Russia is recruiting US-trained ex-soldiers to fight in Ukraine

Afghan special forces soldiers who fought alongside US troops and then fled to Iran after the chaotic US withdrawal last year are now conscripted into the Russian army to fight in Ukraine, three former Afghan generals said The Associated Press.

They said the Russians wanted to lure thousands of elite former Afghan commandos into the “foreign Legion” with offers of a steady payment of $1,500 a month and promises of safe havens for them and their families so they could avoid deportation home that many assumed would be death at the hands of the Taliban.

“They don’t want to go fight, but they have no choice,” said one of the generals, Abdul Raof Arghandiwal, adding that the dozen or so commandos in Iran to whom he sent messages were most afraid of deportation. “They ask me: ‘Give me a solution. What do we do? If we go back to Afghanistan, the Taliban will kill us‘”.

Arghandiwal said the recruitment is being conducted by the Wagner group’s Russian mercenary forces. Another general, Hibatullah Alizai, the last Afghan army commander before the Taliban took over, said a former Afghan special forces commander who lived in Russia and spoke the language was helping the effort.

The Russian draft followed months of warnings from US soldiers who fought with Afghan special forces that the Taliban intended to kill them and that they might join US enemies to stay alive or out of anger at their former ally.

A congressional Republican report in August specifically warned of the danger that Afghan commandos, trained by US Navy SEALs and Army Green Berets, could pass on information about US tactics to, or fight for, the Islamic State group, Iran or Russia.

“We didn’t get these guys out like we promised, and now they’re coming home,” said Michael Mulroy, a retired CIA officer who served in Afghanistan, adding that Afghan commandos are fierce and highly skilled fighters. “To be honest, I don’t want to see them on any battlefield, but by all means not fighting the Ukrainians.”
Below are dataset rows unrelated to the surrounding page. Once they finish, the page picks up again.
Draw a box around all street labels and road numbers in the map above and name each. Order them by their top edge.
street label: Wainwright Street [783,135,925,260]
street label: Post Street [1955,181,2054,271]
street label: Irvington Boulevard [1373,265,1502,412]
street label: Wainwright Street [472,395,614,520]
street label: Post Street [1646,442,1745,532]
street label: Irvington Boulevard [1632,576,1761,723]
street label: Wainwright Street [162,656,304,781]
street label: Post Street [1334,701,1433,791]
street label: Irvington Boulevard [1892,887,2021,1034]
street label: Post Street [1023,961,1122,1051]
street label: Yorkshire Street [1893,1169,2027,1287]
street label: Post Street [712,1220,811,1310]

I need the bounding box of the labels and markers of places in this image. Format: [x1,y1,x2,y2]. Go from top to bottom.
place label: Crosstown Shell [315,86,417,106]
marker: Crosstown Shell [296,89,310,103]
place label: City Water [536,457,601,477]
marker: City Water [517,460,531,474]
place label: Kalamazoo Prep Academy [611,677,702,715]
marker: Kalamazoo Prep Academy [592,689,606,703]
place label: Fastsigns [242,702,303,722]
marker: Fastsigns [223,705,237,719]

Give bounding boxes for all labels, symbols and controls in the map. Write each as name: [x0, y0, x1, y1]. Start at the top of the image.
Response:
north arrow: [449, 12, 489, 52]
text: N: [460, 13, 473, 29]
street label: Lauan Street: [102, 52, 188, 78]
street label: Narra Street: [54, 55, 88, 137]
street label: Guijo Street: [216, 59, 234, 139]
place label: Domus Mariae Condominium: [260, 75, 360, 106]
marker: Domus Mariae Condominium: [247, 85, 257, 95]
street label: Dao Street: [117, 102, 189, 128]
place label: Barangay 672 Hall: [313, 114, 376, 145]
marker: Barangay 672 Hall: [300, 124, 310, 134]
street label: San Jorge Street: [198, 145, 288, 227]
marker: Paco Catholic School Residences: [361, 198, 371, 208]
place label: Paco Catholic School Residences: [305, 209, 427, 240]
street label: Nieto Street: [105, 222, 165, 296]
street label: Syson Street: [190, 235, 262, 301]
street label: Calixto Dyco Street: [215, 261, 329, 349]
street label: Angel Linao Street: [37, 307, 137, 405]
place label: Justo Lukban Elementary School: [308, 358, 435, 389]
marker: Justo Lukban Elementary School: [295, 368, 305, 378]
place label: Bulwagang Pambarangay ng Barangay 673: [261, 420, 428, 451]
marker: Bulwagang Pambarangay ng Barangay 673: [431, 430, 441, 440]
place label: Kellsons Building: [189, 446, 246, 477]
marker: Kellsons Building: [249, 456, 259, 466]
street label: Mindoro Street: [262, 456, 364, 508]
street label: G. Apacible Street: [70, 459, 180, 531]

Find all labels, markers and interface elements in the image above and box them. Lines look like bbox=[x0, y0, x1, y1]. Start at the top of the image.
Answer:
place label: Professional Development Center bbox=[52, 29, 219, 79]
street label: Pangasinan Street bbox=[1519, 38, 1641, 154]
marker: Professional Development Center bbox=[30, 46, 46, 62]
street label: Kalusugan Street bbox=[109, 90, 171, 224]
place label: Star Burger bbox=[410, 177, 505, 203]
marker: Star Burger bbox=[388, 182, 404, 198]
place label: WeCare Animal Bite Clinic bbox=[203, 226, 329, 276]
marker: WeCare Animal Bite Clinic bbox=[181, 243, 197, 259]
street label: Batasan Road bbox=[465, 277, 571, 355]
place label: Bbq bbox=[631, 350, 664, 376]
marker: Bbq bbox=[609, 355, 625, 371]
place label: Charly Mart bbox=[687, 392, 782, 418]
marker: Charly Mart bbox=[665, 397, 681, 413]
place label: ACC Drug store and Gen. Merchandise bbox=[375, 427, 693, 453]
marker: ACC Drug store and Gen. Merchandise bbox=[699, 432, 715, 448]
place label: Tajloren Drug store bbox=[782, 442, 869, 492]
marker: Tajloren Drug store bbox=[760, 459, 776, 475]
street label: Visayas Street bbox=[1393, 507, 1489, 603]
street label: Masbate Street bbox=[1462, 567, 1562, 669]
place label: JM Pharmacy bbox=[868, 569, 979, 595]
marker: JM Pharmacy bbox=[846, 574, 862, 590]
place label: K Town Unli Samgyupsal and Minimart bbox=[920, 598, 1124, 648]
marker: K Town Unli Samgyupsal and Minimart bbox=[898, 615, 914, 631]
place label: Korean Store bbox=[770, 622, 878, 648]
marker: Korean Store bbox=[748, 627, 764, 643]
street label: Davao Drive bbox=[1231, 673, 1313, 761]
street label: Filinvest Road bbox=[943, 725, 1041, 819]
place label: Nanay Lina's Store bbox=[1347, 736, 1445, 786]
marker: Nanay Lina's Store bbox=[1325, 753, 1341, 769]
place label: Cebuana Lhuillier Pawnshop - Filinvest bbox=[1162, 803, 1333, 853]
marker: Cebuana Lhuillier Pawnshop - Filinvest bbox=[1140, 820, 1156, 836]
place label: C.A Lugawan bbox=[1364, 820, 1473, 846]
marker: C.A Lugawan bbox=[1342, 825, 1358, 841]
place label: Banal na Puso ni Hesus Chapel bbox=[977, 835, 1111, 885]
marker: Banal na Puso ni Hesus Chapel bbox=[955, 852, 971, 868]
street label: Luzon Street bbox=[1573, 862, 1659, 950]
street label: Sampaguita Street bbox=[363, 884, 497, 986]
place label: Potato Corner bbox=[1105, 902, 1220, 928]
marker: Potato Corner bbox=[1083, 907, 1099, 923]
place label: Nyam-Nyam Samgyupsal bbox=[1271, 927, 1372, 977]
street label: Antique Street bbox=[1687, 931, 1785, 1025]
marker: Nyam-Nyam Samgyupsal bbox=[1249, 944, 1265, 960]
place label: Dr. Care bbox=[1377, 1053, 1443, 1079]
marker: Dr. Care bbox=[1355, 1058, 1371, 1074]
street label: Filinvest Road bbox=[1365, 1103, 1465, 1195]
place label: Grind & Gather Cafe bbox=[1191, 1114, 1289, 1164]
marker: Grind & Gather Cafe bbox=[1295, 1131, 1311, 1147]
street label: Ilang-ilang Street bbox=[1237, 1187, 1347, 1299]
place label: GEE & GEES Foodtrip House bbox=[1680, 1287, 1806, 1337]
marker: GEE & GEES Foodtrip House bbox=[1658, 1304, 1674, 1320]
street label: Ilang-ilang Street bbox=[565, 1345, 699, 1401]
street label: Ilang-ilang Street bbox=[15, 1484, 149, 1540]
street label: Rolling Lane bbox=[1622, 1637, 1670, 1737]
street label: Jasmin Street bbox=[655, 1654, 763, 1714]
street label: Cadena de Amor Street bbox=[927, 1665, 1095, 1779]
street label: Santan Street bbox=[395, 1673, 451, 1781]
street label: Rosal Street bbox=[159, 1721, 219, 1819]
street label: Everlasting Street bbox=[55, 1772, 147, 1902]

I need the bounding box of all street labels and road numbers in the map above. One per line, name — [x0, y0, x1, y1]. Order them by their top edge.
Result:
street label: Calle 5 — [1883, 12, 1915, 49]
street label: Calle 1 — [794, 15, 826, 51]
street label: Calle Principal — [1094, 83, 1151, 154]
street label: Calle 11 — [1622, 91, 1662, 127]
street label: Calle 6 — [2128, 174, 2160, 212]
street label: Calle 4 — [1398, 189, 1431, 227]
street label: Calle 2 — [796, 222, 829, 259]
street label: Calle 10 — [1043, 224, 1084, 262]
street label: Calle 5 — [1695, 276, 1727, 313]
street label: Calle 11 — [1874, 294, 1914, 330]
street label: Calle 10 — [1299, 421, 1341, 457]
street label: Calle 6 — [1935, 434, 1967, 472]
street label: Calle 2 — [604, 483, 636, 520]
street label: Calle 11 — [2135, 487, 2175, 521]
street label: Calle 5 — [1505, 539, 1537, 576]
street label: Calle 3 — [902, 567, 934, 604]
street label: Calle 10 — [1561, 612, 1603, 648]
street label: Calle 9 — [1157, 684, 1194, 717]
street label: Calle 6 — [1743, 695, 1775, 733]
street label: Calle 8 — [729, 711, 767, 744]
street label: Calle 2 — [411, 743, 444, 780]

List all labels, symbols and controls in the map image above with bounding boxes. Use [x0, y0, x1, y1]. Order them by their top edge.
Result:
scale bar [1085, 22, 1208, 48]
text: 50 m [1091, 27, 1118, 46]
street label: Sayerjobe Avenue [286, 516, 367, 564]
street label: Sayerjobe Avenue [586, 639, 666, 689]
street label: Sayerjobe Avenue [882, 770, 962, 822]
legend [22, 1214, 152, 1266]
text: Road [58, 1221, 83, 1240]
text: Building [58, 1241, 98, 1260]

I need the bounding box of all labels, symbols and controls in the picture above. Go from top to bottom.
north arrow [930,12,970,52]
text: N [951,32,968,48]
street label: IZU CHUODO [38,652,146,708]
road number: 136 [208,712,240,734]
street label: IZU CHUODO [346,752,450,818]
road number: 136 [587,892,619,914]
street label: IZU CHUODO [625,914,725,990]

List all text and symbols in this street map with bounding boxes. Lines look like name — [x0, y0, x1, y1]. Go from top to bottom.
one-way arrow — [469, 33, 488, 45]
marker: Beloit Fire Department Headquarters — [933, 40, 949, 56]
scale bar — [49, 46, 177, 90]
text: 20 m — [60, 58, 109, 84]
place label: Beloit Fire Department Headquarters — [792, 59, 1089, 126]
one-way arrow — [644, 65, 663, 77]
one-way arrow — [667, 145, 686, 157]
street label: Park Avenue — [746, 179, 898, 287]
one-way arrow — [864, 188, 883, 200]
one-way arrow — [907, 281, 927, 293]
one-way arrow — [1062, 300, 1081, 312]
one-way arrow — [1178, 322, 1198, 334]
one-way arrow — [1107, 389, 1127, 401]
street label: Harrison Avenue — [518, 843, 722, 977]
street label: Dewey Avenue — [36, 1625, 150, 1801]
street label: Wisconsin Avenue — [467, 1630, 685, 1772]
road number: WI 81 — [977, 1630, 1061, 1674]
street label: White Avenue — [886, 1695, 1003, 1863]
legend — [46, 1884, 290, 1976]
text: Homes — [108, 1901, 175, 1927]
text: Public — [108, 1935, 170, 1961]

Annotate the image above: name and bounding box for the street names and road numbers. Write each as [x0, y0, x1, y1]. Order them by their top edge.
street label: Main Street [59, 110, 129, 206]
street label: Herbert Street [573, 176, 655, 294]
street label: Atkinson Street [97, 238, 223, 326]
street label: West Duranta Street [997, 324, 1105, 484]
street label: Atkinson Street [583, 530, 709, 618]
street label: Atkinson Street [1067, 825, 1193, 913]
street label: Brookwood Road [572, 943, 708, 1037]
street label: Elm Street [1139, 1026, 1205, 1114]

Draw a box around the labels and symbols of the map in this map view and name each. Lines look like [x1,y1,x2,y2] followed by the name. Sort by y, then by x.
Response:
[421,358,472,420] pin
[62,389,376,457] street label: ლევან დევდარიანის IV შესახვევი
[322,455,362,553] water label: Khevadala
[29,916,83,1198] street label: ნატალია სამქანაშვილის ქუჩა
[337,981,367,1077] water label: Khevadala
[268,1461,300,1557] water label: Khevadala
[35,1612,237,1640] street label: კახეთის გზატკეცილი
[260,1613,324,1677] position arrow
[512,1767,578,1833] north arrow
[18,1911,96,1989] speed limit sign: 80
However, Mulroy was skeptical that the Russians could convince many Afghan commandos to join them because most of those he knew were motivated by a desire to make democracy work in their country, not to be mercenaries.

The AP was investigating the Afghan recruitment when details of the effort were first reported by Foreign Policy magazine last week based on unnamed Afghan military and security sources.

The recruitment comes as Russian forces are reeling from Ukrainian military gains and Russian President Vladimir Putin is launching a mobilization effort that has led to nearly 200 thousand Russian men flee country to escape from service.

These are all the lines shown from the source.